Markantes Militärgerät
60 Jahre Bundeswehr: Zu einer Sonderausstellung in Dresden
Wolfgang kaufmann

Nach 60 Jahren ihres Bestehens (JF 46/15) ist die Bundeswehr nun die am längsten existierende deutsche Armee überhaupt. Dies veranlaßt das Militärhistorische Museum der Bundeswehr in Dresden, eine entsprechende Sonderausstellung zu zeigen, die noch mindestens bis Ende 2016 zu sehen sein soll. Dabei handelt es sich zwar nicht unbedingt um den ganz großen Wurf, aber doch zumindest um eine solide konzipierte und gestaltete Schau, welche im deutlichen Kontrast zur Dauerausstellung steht. Diese dient nämlich dem erklärten Zweck, eine „Kulturgeschichte der Gewalt“ zu präsentieren, was zu verschiedenen skurrilen museumspädagogischen Experimenten führte, welche Besuchern, die an echter Militärgeschichte interessiert sind, die Haare zu Berge stehen lassen.

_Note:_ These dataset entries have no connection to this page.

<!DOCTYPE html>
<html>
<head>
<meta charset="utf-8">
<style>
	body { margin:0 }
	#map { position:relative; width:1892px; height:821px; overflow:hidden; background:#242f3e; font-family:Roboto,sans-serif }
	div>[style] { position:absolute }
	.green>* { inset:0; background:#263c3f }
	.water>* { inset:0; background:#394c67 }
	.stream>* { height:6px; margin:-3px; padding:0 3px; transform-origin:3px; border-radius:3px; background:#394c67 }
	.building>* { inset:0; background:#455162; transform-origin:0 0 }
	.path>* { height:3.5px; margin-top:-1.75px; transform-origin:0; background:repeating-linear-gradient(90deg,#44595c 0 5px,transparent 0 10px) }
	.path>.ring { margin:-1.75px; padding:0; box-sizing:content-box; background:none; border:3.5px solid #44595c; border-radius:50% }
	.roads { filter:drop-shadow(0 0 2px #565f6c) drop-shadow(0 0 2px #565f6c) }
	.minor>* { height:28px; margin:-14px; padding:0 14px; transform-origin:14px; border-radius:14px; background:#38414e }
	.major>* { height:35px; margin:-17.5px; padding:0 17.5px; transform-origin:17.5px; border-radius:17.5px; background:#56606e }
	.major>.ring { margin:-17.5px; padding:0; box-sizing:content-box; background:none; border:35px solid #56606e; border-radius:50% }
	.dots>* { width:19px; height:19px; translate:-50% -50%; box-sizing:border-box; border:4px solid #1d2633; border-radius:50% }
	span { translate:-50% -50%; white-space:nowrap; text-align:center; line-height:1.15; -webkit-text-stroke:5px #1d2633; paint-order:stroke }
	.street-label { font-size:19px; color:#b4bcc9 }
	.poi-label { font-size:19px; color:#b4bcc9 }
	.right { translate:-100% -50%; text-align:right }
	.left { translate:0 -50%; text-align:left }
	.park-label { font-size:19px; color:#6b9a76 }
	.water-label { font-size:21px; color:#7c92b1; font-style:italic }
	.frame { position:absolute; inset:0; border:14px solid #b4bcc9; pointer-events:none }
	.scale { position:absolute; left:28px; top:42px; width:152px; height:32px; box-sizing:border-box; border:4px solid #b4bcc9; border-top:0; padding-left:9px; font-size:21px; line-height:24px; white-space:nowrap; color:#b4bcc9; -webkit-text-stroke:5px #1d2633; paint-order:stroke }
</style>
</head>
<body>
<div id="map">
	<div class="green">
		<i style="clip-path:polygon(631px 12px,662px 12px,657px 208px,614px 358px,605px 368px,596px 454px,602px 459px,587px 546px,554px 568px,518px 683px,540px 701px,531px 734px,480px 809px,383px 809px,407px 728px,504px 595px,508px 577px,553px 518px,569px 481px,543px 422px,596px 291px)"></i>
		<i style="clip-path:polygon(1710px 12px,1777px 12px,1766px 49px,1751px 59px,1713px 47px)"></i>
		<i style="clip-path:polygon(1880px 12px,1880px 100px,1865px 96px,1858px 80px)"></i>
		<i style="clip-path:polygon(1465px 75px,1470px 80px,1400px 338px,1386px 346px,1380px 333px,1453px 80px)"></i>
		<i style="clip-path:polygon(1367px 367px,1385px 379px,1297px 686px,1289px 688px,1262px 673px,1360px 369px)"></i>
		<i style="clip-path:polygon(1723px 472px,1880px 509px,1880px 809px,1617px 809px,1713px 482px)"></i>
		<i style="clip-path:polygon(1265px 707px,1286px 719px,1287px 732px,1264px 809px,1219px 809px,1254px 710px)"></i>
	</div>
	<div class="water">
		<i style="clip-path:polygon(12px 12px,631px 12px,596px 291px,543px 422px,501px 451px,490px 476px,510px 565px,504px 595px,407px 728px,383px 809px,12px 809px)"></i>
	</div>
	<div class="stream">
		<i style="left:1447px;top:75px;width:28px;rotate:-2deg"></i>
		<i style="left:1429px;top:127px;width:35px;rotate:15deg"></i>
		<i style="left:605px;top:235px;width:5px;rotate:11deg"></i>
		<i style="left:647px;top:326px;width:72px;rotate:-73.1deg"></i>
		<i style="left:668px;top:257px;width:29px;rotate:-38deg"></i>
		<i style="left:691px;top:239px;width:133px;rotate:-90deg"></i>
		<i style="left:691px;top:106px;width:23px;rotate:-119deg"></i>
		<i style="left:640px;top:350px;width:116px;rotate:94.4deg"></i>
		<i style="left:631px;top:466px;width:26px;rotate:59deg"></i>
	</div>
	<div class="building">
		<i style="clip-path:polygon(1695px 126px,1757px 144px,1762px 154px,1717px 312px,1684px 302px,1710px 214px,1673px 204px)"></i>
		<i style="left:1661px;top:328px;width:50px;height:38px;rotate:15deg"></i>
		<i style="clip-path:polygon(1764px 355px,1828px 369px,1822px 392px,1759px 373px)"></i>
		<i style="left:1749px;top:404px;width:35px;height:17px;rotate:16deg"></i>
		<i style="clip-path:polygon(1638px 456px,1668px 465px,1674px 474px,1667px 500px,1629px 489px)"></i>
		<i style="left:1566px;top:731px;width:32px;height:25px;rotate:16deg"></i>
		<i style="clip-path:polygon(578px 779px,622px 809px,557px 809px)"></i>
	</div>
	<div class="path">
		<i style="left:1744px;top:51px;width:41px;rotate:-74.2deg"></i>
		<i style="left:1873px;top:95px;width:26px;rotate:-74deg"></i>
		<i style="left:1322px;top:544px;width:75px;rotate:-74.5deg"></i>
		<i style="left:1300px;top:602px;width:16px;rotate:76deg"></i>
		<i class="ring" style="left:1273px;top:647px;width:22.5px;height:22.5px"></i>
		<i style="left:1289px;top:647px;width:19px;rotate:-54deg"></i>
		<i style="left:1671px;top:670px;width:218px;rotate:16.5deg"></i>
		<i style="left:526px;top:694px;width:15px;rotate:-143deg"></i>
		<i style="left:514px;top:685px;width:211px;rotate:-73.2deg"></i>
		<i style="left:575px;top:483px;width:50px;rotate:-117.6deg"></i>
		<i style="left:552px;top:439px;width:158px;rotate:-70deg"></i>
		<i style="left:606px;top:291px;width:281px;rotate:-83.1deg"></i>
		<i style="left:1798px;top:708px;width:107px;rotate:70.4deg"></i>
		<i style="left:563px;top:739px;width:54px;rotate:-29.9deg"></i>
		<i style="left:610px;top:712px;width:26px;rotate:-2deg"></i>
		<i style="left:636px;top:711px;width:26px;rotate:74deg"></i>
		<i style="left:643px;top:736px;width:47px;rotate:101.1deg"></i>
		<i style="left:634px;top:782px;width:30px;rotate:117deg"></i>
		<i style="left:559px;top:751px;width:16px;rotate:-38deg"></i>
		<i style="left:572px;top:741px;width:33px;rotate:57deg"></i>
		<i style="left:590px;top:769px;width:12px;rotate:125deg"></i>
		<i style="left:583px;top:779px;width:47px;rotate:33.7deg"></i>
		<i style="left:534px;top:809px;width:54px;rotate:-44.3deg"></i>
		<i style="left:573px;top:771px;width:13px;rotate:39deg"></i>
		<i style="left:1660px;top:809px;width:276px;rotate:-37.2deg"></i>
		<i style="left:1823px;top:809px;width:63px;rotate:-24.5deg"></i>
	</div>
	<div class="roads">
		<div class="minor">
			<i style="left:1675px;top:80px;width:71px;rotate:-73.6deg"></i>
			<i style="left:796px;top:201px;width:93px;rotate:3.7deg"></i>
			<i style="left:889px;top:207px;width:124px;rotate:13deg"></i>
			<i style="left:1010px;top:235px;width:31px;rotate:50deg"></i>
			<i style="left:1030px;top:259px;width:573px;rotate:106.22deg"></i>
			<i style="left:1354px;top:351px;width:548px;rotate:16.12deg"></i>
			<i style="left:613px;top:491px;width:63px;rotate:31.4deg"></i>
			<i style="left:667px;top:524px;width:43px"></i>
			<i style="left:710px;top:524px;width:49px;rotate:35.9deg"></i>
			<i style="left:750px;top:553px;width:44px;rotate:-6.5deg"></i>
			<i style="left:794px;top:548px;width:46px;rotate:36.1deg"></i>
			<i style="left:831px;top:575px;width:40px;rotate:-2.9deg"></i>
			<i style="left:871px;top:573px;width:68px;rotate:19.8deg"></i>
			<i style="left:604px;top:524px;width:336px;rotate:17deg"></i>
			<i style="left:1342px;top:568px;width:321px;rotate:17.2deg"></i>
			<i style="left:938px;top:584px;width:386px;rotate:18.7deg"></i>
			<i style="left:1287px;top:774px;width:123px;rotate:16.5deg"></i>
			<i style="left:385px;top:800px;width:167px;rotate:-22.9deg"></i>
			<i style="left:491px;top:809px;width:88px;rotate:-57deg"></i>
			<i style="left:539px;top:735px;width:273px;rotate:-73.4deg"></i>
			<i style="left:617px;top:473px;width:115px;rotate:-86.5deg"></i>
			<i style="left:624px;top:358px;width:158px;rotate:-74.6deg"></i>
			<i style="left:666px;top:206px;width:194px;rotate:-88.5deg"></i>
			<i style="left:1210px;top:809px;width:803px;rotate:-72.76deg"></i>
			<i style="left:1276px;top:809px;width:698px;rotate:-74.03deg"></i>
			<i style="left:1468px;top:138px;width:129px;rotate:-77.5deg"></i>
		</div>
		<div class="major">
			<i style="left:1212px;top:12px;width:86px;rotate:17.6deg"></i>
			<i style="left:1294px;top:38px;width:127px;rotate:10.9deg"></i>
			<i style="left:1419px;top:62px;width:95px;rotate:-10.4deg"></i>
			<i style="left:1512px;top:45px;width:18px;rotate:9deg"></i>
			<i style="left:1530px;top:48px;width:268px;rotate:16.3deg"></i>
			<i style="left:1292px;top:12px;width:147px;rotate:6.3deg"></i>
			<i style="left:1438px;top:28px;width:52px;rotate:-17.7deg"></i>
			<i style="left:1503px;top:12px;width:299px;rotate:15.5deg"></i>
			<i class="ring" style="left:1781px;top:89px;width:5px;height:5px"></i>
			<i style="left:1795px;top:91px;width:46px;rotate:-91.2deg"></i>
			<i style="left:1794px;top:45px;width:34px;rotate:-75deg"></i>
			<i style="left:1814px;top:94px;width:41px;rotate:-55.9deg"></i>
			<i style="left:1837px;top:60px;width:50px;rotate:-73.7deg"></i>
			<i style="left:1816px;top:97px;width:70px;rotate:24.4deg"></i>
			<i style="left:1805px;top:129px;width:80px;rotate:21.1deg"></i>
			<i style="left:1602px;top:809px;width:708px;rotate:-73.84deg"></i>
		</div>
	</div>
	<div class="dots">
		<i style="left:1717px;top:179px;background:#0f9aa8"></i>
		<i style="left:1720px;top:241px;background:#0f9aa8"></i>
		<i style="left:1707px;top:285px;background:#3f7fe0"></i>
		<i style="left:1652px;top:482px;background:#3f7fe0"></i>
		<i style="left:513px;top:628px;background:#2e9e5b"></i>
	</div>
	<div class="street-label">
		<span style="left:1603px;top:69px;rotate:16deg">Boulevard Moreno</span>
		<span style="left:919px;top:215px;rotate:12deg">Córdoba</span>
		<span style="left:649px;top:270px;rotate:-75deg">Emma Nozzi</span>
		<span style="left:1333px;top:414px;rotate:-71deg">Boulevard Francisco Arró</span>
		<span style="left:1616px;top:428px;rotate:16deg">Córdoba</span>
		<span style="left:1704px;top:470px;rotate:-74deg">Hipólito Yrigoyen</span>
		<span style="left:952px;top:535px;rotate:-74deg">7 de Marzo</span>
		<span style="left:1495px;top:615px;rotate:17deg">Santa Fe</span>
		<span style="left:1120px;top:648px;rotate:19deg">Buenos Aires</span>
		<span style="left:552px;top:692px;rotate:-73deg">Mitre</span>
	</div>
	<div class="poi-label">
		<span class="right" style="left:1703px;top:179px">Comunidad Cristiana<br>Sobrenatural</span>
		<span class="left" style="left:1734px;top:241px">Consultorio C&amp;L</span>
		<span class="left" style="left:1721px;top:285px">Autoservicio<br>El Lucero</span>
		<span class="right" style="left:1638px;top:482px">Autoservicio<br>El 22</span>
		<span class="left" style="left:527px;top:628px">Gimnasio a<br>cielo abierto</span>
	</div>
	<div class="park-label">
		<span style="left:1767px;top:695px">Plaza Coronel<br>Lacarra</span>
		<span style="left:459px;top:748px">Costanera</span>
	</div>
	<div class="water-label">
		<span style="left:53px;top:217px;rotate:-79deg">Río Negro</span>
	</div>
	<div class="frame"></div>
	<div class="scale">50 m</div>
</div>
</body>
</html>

So verschwanden zum Beispiel viele der wertvollen Exponate aus dem Mittelalter und der frühen Neuzeit in den Magazinen, um für Unsinniges Platz zu machen wie Playmobil-Männchen oder die lebensgroße Figur eines Elefanten, welcher noch nicht einmal als Kriegselefant hergerichtet wurde.

Die glücklicherweise deutlich weniger verhunzte Ausstellung „60 Jahre Bundeswehr“ bietet einen chronologischen Rundgang, der im wesentlichen folgende Stationen beinhaltet: das Ende des Zweiten Weltkriegs mit nachfolgender alliierter Besetzung und Demilitarisierung Deutschlands; Kalter Krieg und Wiederaufrüstung in Ost und West im Rahmen von Nato und Warschauer Pakt; Aufbau und Entwicklung von Nationaler Volksarmee und Bundeswehr; die Geschichte der Bundeswehr im wiedervereinigten Deutschland; Einsätze im Inneren (so zum Beispiel bei den großen Flutkatastrophen von 1962, 2002 und 2013) und Äußeren (Kosovo, Afghanistan, Horn von Afrika usw.). Dazu kommt ein abschließender Bereich, in dem es um die neuen „Herausforderungen des 21. Jahrhunderts“ geht. Damit sind neben dem Terrorismus und der asymmetrischen Kriegsführung vor allem die „Flüchtlings“-Wellen gemeint, unter denen Europa derzeit erbebt – dieses ebenso allgegenwärtige wie leidige Thema durfte also auch in diesem Kontext nicht unerwähnt bleiben. Dabei wird schon bald ein kurzer Rundgang in der Umgebung des Museums genügen, um sich ein Bild von den „Schutzsuchenden“ zu machen, denn dort werden demnächst zwei riesige Erstaufnahmeeinrichtungen für Asylbewerber öffnen.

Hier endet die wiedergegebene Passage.